Sasha: I grew up in Northwest DC and then moved around a bit. I went to Oberlin in Ohio pretty much to not have to take any more math classes. From there I spent some time in Santa Fe, where the weather was great but it never really felt like home. Next was to Big Sur, to live and study at the Esalen Institute. It was so beautiful there and a very interesting time in my life. I spent some time in the Mission in San Francisco and then decided to get my Masters in Social Work at Smith. Finally I moved to NYC in 1998 and have been here since. I first lived here with a college roomie who had just broken up with her girlfriend. I met Dustin at an art opening that year and was smitten. I mean, here he was all Carhartt, long hair, and a motorcycle. Funny thing is that all of his friends asked him why he was hitting on the lesbian chick, the one who was living with her roommate from Smith. Luckily he was not phased, asking what I was doing the next day. I told him I was doing a yoga class and with an accompanying big gesture of his hands said he’d love to come along. We’ve been together ever since.
Fox: That’s a great story. Maybe we’ll get to see a picture of Dustin on his motorcycle with his long hair? Tell us what you do for fun outside of gym life?
Sasha: The gym and family activities take up a lot of time, but I find time to read any sort of book. I’m actually a stoop-book aficionado. I love that I can pick up a new book from someone’s stoop just about any time I want. And anytime we get to travel is great. I teach and practice yoga at Park Slope Yoga Center and also work as a labour doula. My work in both areas is immensely rewarding but also immensely draining since I always have to be “on” in full support of other people. CFSBK for me is my third place, where I can just be myself. I guess this is my main hobby.
Fox: What were some of the biggest challenges you had when you first started doing CrossFit?

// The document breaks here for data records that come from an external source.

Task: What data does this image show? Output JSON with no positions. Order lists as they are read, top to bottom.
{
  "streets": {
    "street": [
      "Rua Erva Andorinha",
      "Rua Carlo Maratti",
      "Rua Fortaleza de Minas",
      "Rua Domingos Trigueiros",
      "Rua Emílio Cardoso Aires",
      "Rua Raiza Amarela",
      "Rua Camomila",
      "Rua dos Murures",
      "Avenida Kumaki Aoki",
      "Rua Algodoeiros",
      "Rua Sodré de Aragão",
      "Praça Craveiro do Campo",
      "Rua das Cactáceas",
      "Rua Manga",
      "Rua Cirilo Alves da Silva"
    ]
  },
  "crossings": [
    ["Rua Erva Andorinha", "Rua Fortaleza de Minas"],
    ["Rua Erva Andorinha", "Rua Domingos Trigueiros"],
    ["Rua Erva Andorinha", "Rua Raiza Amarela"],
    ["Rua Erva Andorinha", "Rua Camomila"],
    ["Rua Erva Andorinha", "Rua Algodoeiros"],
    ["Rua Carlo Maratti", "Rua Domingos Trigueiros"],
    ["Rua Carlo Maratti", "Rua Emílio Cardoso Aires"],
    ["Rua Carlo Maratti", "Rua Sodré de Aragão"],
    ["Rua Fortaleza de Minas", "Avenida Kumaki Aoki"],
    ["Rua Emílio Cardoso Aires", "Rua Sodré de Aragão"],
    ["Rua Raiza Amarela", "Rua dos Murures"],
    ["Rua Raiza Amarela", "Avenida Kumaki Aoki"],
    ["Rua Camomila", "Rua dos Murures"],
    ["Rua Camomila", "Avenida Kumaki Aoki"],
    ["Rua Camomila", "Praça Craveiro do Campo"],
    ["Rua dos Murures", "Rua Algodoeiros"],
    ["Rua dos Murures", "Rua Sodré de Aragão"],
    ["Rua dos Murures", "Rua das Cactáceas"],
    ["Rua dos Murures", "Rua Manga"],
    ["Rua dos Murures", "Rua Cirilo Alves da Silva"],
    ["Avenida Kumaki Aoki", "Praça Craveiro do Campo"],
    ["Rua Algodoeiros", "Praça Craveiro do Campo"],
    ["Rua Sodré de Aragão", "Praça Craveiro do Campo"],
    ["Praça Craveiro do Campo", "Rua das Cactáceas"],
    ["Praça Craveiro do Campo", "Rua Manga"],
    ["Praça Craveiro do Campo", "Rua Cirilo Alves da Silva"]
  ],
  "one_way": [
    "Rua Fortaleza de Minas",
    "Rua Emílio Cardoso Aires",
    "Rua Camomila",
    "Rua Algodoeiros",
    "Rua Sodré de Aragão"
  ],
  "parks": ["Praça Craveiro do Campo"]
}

Sasha: I already mentioned that it seemed like everyone was speaking Latin, and I never thought I would remember what anything was. That’s gotten a lot better. I relate a lot of this stuff to my yoga practice where after my 10,000th downward dog, it’s still a work in progress, but I sort of get it. CrossFit is a good mix of simple and complex movements, and I decided early on that I would just show up and do it, that I wouldn’t avoid anything. I did privates with Noah for a bit and that really helped to demystify a lot of it for me. I’m still trying to get my first Pull-Up though! If you would have told the 8 year old version of me sulking in gym class, hating every minute of it, that at age 49 I’d be in the gym 5 days a week working on getting a Pull-Up… And again, the community is amazing, which makes it easier to struggle and suffer with this stuff. It’s a little village. I remember one day recently, at the end of “Karen,” Chris looked over at me and said, “ I hate wall balls.” Chris is really strong and could probably be a pretty good powerlifter without doing 150 Wall Nalls, so I asked him why he didn’t take that route. He responded that getting through the hard stuff here transfers to the rest of his life. I think that part of CrossFit really resonates for people here.
Fox: This has been a really, really fun interview. Your insights are spot on. Last stock question: What should we look for in a future AOM?
Sasha: Someone who shows up and does the work in a way that’s right for them. And someone who asks the question, “How can I help my fellow athlete out?” Someone who goes out of their way to be inclusive and welcoming. Luckily there’s no shortage of CFSBKers who fit that profile!